FDG Uptake in NORMAL CT Appearing Adrenal Glands (Unilateral or Bilateral):

  • If Adrenal Uptake ≤ Liver Uptake:
    • In these cases, we simply report that such metabolic activity “typically reflects normal physiologic uptake.”
  • If Adrenal Uptake > Liver Uptake:
    • While such intense uptake is often physiologic, we are more cautious in our assessment: “While this often represents normal physiologic uptake, follow-up may be warranted to exclude an early adrenal metastasis.”

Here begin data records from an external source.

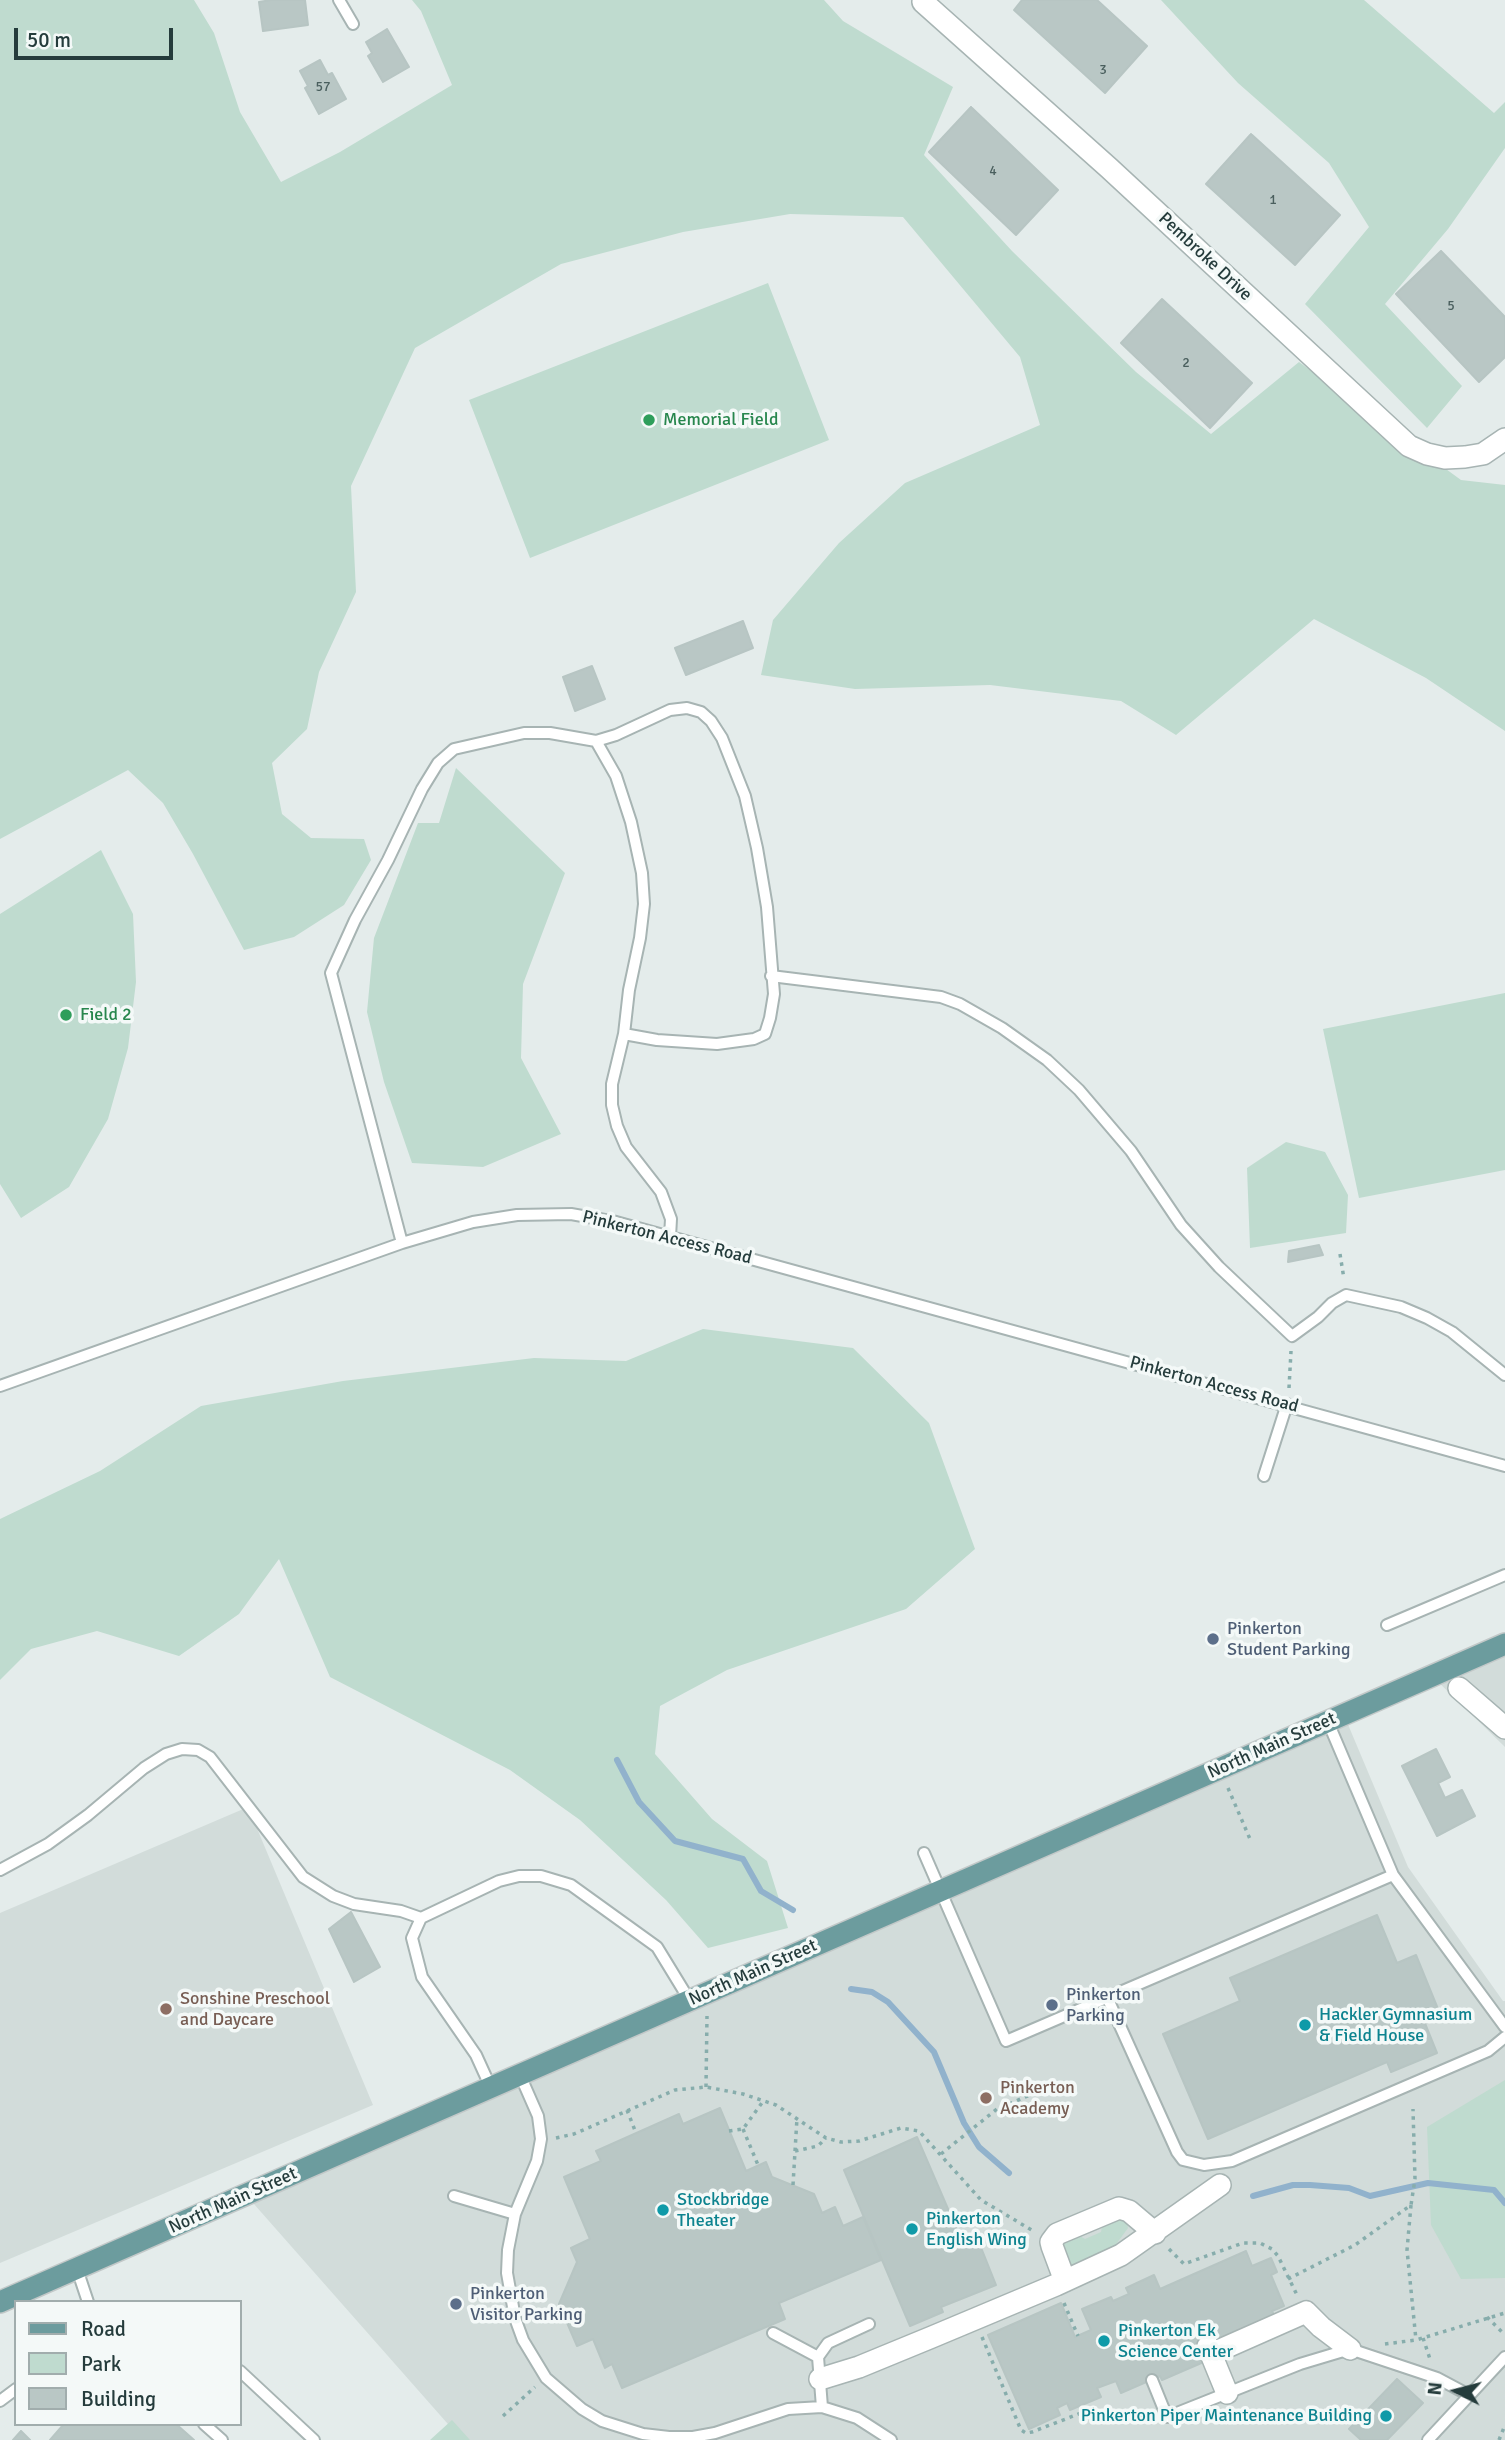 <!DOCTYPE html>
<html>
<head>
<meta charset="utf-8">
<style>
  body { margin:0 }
  #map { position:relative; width:1505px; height:2440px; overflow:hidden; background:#e4eceb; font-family:Signika,sans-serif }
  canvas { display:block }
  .legend { position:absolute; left:14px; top:2300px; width:228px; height:126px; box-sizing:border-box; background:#f4f9f8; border:2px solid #a1adad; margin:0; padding:9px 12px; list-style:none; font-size:21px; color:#253c3c }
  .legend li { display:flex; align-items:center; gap:14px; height:35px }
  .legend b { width:35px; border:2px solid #a1adad }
  .north { position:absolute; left:1421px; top:2356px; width:70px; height:70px; -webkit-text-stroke:5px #f4f9f8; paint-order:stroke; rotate:276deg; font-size:19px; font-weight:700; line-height:28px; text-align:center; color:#253c3c }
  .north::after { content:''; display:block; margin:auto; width:24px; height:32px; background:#253c3c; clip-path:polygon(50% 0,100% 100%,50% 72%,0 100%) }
  .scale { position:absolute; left:14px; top:28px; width:159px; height:32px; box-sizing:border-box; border:4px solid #253c3c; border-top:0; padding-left:9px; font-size:21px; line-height:24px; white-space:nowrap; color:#253c3c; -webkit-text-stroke:5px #f4f9f8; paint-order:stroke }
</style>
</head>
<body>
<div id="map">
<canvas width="1505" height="2440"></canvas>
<ul class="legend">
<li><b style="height:9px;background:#6c9c9e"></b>Road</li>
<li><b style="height:19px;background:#bfdbcf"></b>Park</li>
<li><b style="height:19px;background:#b9c7c5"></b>Building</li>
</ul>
<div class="north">N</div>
<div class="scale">50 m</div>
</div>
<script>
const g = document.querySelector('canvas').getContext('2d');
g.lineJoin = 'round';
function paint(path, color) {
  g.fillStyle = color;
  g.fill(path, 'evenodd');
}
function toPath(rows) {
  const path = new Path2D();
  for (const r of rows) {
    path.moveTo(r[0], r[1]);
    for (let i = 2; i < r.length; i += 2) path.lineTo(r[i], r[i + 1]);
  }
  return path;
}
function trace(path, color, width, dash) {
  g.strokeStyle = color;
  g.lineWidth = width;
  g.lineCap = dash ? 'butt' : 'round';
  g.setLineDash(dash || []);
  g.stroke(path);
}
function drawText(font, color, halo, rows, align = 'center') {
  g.font = font + ' Signika,sans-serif';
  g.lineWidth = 7;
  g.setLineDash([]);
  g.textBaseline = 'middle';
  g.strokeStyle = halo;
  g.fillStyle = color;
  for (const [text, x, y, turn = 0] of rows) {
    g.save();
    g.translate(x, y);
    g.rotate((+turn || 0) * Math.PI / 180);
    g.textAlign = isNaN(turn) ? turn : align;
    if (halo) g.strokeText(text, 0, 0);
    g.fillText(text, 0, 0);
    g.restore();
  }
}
paint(toPath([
  [1505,1644,1505,1747,1432,1676],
  [1344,1715,1408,1867,1503,2001,1505,2001,1505,2440,462,2440,246,2195],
  [248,1807,373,2105,0,2263,0,1913]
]), '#d2dcda');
paint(toPath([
  [0,0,194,0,214,33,240,112,281,182,340,152,452,85,421,11,412,0,824,0,843,21,953,87,924,155,1012,251,1136,372,1211,434,1299,362,1461,480,1505,485,1505,731,1426,678,1314,619,1176,735,1121,701,990,685,855,689,761,675,773,620,839,543,905,483,1040,425,1020,357,903,217,790,214,683,232,561,264,415,348,351,486,356,592,319,672,307,729,272,763,282,814,311,838,364,839,371,860,344,905,294,937,244,950,193,854,163,803,128,770,0,839],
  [1161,0,1364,0,1494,113,1505,102,1505,148,1448,229,1385,304,1462,386,1427,428,1305,304,1369,227,1329,163,1238,83],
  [768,283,829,440,530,558,469,400],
  [456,768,565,873,523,984,521,1058,561,1134,483,1167,412,1163,384,1082,367,1012,374,938,418,823,439,823],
  [101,850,133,914,136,982,128,1048,108,1119,69,1187,21,1218,0,1184,0,914],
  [1505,993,1505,1170,1359,1198,1323,1029],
  [1286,1142,1325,1152,1348,1195,1346,1233,1250,1248,1247,1168],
  [703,1329,853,1348,929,1423,975,1549,906,1609,727,1670,660,1706,655,1754,712,1819,767,1861,788,1928,708,1948,666,1900,580,1820,510,1770,330,1677,279,1559,239,1614,179,1656,97,1631,31,1649,0,1680,0,1519,100,1471,201,1406,343,1381,534,1358,626,1361],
  [1505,2080,1505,2278,1461,2279,1431,2225,1427,2127],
  [1119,2219,1127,2222,1128,2228,1114,2247,1072,2266,1069,2264,1062,2244,1080,2236,1085,2239,1101,2232,1102,2227],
  [452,2420,470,2440,430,2440]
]), '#bfdbcf');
trace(toPath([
  [617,1760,639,1802,675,1841,743,1859,761,1891,793,1910],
  [851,1989,872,1992,888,2002,934,2052,964,2123,979,2147,1009,2173],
  [1253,2196,1293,2185,1310,2185,1349,2188,1370,2196,1428,2183,1494,2190,1505,2203]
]), '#91b2cc', 6);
const building = toPath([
  [271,0,305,0,308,25,263,31,259,2,271,0],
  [1022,0,1097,0,1147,46,1105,93,1014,10,1022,0],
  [387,29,409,67,383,82,368,56,372,53,366,42,387,29],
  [320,60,328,75,332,73,346,99,319,114,305,88,308,86,300,71,320,60],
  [971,107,1058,190,1016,235,929,152,971,107],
  [1251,134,1340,215,1295,265,1206,184,1251,134],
  [1441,251,1505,317,1505,357,1479,382,1396,294,1441,251],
  [1162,299,1252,383,1210,428,1121,343,1162,299],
  [743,621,753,648,686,675,675,648,743,621],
  [592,666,605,699,575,711,563,677,592,666],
  [1319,1245,1323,1255,1288,1262,1289,1251,1319,1245],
  [1436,1749,1450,1777,1438,1783,1445,1798,1462,1790,1475,1816,1437,1836,1402,1766,1436,1749],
  [351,1912,380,1967,354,1982,329,1929,351,1912],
  [1377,1915,1397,1963,1416,1955,1438,2009,1422,2016,1437,2053,1391,2072,1387,2062,1208,2139,1163,2034,1240,2001,1230,1978,1377,1915],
  [720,2108,746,2171,766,2162,772,2177,814,2194,822,2213,835,2207,843,2226,863,2217,881,2260,779,2303,785,2319,622,2388,612,2364,605,2368,593,2339,577,2346,559,2304,577,2262,571,2248,590,2239,564,2177,601,2161,596,2151,679,2114,683,2124,720,2108],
  [917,2137,964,2246,978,2240,996,2285,941,2307,943,2312,910,2326,844,2170,917,2137],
  [1246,2251,1252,2266,1271,2258,1277,2272,1271,2275,1284,2306,1272,2311,1275,2317,1206,2361,1162,2380,1160,2376,1121,2393,1116,2381,1097,2388,1101,2397,1070,2410,1067,2403,1057,2408,1060,2415,1029,2429,988,2335,1061,2303,1075,2337,1091,2330,1082,2309,1111,2297,1113,2301,1129,2294,1126,2288,1154,2275,1160,2289,1246,2251],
  [1397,2379,1423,2403,1387,2440,1361,2440,1349,2429,1397,2379],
  [64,2424,176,2424,194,2440,50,2440,64,2424],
  [21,2431,30,2440,13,2440,21,2431]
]);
paint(building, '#b9c7c5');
trace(building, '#b7c5c3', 2);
const lane = toPath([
  [339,0,353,24],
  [596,741,616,776,631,822,642,873,644,904,640,938,629,990,624,1034,657,1040,717,1044,754,1039,765,1034,770,1018,774,994,767,907,757,848,745,796,722,738,711,721,701,712,687,708,670,710,616,735,596,741,550,733,524,733,454,749,438,763,422,789,388,860,355,920,331,973,402,1243,473,1222,517,1215,571,1214,616,1222,1505,1466],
  [771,976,941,997,960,1004,1002,1028,1047,1060,1079,1090,1131,1151,1181,1225,1219,1267,1292,1336,1318,1317,1332,1303,1346,1295,1401,1307,1427,1318,1452,1332,1505,1375],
  [624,1034,612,1084,612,1105,617,1126,626,1147,661,1192,671,1219,670,1237],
  [0,1386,402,1243],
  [1264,1476,1287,1404],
  [1387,1625,1505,1575],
  [1328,1722,1393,1875,1505,2027],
  [924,1853,1006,2041,1393,1875],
  [0,1870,48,1844,88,1815,144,1768,166,1754,182,1749,198,1750,210,1757,303,1877,333,1896,354,1904,401,1911,421,1918],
  [1107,1997,1177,2152,1183,2160,1204,2165,1232,2161,1488,2051,1505,2037],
  [520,2075,538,2116,541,2139,537,2161,515,2214,508,2250,507,2273,515,2318,523,2340,546,2378,582,2409,602,2421,643,2434,669,2437,693,2437,715,2433,788,2409,822,2407,857,2418,891,2440],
  [491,2088,476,2055,422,1977,412,1938,421,1918,499,1881,519,1876,541,1876,571,1885,657,1947,690,2001],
  [454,2196,515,2214],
  [77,2269,88,2302],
  [773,2333,818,2357],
  [240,2371,314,2440],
  [1152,2380,1167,2417,1300,2364,1350,2349,1437,2378,1469,2395],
  [0,2401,16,2389],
  [822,2407,818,2357,828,2343,869,2324],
  [204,2424,222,2440],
  [1428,2440,1505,2357]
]);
const street = toPath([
  [923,2,1109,168,1409,446,1427,454,1445,458,1465,457,1483,454,1505,439],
  [1459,1688,1505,1728],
  [1065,2281,1052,2246,1051,2242,1057,2234,1119,2208,1129,2211,1155,2233],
  [1208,2346,1211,2354,1306,2312,1321,2327,1350,2349],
  [1211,2354,1227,2393],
  [820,2379,859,2367,932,2337,1056,2285,1121,2255,1220,2185]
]);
const primary = toPath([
  [0,2302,1505,1644]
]);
trace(lane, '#a7b4b3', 14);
trace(street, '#a7b4b3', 24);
trace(primary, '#c2c8c8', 24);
trace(toPath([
  [1340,1254,1344,1279],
  [1289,1388,1291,1351],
  [1228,1788,1250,1839],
  [706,2087,707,2016],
  [627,2110,636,2133],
  [743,2129,758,2165],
  [729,2131,743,2129,764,2100],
  [556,2138,574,2134,675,2090,706,2087,743,2094,776,2105,826,2138,841,2142,859,2141,901,2128,919,2131,981,2200,1035,2232],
  [795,2151,818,2146,826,2138],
  [941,2154,997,2109,1030,2095],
  [793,2185,797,2118],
  [1411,2205,1407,2250,1416,2340],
  [1169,2249,1184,2264,1243,2243,1260,2243,1272,2249,1278,2256,1297,2295],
  [1288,2279,1355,2245,1411,2205,1415,2179,1413,2109],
  [1064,2303,1078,2336],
  [1487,2317,1505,2335],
  [982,2337,1021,2430,1026,2433,1032,2432,1094,2408],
  [1423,2338,1430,2359],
  [1385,2344,1416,2340,1505,2313],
  [503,2416,535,2387],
  [1499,2440,1505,2425]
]), '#87adac', 3.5, [3.5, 5]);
trace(lane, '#fff', 10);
trace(street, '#fff', 21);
trace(primary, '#6c9c9e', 21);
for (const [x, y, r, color] of [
  [649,420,7,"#2e9e5b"],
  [66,1015,7,"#2e9e5b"],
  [1213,1639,7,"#5c6f8a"],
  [1052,2005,7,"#5c6f8a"],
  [166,2009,7,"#8d6e63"],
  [1305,2025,7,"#0f9aa8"],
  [986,2098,7,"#8d6e63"],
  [663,2210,7,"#0f9aa8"],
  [912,2229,7,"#0f9aa8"],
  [456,2304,7,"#5c6f8a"],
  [1104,2341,7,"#0f9aa8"],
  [1386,2416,7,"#0f9aa8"]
]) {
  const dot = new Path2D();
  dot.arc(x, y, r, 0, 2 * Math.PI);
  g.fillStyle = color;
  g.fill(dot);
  trace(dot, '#f4f9f8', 2.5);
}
drawText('14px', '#4a5f5e', null, [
  ["3",1103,70],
  ["57",323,87],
  ["4",993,171],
  ["1",1273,200],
  ["5",1451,306],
  ["2",1186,363]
]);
drawText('18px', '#253c3c', '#f4f9f8', [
  ["Pembroke Drive",1205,257,43],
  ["Pinkerton Access Road",667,1238,14],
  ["Pinkerton Access Road",1214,1385,15],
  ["North Main Street",1272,1746,-24],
  ["North Main Street",753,1973,-24],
  ["North Main Street",233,2201,-24]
]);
drawText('18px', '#27864d', '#f4f9f8', [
  ["Memorial Field",663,420],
  ["Field 2",80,1015]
], 'left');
drawText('18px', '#4e5e75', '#f4f9f8', [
  ["Pinkerton",1227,1629],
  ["Student Parking",1227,1650],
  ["Pinkerton",1066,1995],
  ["Parking",1066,2016],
  ["Pinkerton",470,2294],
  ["Visitor Parking",470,2315]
], 'left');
drawText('18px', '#785e54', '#f4f9f8', [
  ["Sonshine Preschool",180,1999],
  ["and Daycare",180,2020],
  ["Pinkerton",1000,2088],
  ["Academy",1000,2109]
], 'left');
drawText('18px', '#0d838f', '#f4f9f8', [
  ["Hackler Gymnasium",1319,2015],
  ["& Field House",1319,2036],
  ["Stockbridge",677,2200],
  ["Theater",677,2221],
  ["Pinkerton",926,2219],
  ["English Wing",926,2240],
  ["Pinkerton Ek",1118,2331],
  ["Science Center",1118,2352],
  ["Pinkerton Piper Maintenance Building",1372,2416,"right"]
], 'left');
</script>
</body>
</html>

FDG Uptake in Adrenal Nodule (or “Nodularity” or “Fullness”), with INDETERMINATE CT Appearance (Unilateral or Bilateral):

  • If Adrenal Uptake ≤ Liver Uptake:  “Its lack of significant metabolic activity suggests this represents a benign finding, such as…. ”
    • (If appears as a nodule on CT: “…such as a benign adenoma.”)
    • (If appears as fullness on CT: “such as adenomatous change or benign hyperplasia”.)
  • If Adrenal Uptake > Liver Uptake:
    • If Clinical Suspicion of Metastatic Disease: “The appearance is highly suspicious for metastatic disease.  MRI characterization may be of diagnostic value, if clinically warranted.”
    • If Low Clinical Suspicion of Metastatic Disease (Incidental Finding): “While this can reflect hyperplasia or adenomatous change, malignancy must be excluded in this case. MRI characterization may be of diagnostic value, if clinically warranted.”